L'animo con cui siamo costretti a riprodurre - per un dovere di cronaca - la foto di Aldo Moro nelle mani dei suoi carcerieri è molto triste. Lo facciamo con il ribrezzo di chi tocca un documento maneggiato da assassini di mestiere. Queste sono belve che è perfino difficile paragonare ai fascisti. Dietro questa immagine, come dietro altre analoghe immagini conosciute negli anni scorsi, c'è un gioco ripugnante di ferocia e di cinismo, un pugno di fanatici manovrati da forze che stanno molto in alto, probabilmente anche al di fuori del nostro paese. Costoro non attentano solo alle pubbliche libertà ma a ciò che l'uomo ha di più suo: la dignità, il diritto di non essere considerato una cosa, una cavia.

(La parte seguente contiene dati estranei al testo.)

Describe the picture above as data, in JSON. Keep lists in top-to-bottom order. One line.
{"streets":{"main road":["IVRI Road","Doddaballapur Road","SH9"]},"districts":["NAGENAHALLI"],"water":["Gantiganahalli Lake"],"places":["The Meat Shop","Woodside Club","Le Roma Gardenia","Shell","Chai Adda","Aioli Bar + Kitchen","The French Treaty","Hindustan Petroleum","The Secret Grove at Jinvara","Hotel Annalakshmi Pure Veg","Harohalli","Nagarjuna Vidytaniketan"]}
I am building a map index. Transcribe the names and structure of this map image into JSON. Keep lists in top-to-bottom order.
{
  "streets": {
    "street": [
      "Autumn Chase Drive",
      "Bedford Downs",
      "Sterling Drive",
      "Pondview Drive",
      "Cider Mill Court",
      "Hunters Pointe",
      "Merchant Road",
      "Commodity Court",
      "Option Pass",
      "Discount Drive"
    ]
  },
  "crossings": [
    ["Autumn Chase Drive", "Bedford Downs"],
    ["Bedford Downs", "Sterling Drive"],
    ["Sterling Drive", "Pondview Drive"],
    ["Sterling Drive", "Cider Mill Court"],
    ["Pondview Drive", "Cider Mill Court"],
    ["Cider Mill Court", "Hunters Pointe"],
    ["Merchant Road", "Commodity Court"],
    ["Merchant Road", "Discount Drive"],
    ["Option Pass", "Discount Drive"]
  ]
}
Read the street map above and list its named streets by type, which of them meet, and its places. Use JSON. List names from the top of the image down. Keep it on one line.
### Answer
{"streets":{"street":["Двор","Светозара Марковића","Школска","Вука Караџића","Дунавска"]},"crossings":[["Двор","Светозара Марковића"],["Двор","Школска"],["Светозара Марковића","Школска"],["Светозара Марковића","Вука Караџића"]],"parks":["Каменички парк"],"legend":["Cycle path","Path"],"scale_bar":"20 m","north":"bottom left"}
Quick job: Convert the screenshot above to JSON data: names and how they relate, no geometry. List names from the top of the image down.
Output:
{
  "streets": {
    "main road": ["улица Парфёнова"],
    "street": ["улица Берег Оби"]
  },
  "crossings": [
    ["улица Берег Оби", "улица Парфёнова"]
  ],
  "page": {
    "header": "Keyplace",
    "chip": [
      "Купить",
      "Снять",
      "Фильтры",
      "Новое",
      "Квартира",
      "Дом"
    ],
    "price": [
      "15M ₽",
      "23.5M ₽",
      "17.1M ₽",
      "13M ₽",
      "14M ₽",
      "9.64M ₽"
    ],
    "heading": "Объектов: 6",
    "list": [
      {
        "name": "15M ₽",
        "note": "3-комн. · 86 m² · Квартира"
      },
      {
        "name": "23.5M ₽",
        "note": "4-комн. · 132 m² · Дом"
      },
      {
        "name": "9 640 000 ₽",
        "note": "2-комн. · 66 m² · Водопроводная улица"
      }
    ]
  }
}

Guardate questa foto. E' l'immagine di un uomo che i suoi rapitori si ripromettono di martirizzare, in una di quelle tragiche farse cui danno i nomi di processi; e ciò per far durare più a lungo la sfida alla democrazia italiana e all'onore di questa Repubblica. Ma per far questo non hanno bisogno che giornali e TV si trasformino in casse di risonanza dei loro farneticanti messaggi. Ieri questo è, purtroppo, accaduto. Alcuni giornali hanno riempito le loro prime pagine di queste foto e di questi messaggi ripugnanti senza trovare il modo di dire una parola, una condanna. E noi - dobbiamo dirlo - siamo rimasti più che stupefatti avviliti. Osano persino, queste belve, scrivere nei loro messaggi la parola “popolo”. E' tra tante parole deliranti quella che, in bocca loro, suona come la più oscena. Che cosa c'entrano essi con il popolo? Il popolo è buono, è umano, è giusto. Il popolo si è raccolto ieri attorno alle bare degli agenti e dei carabinieri assassinati. Chiede di essere liberato dalle bande terroristiche. Vuole vivere, e progredire in pace.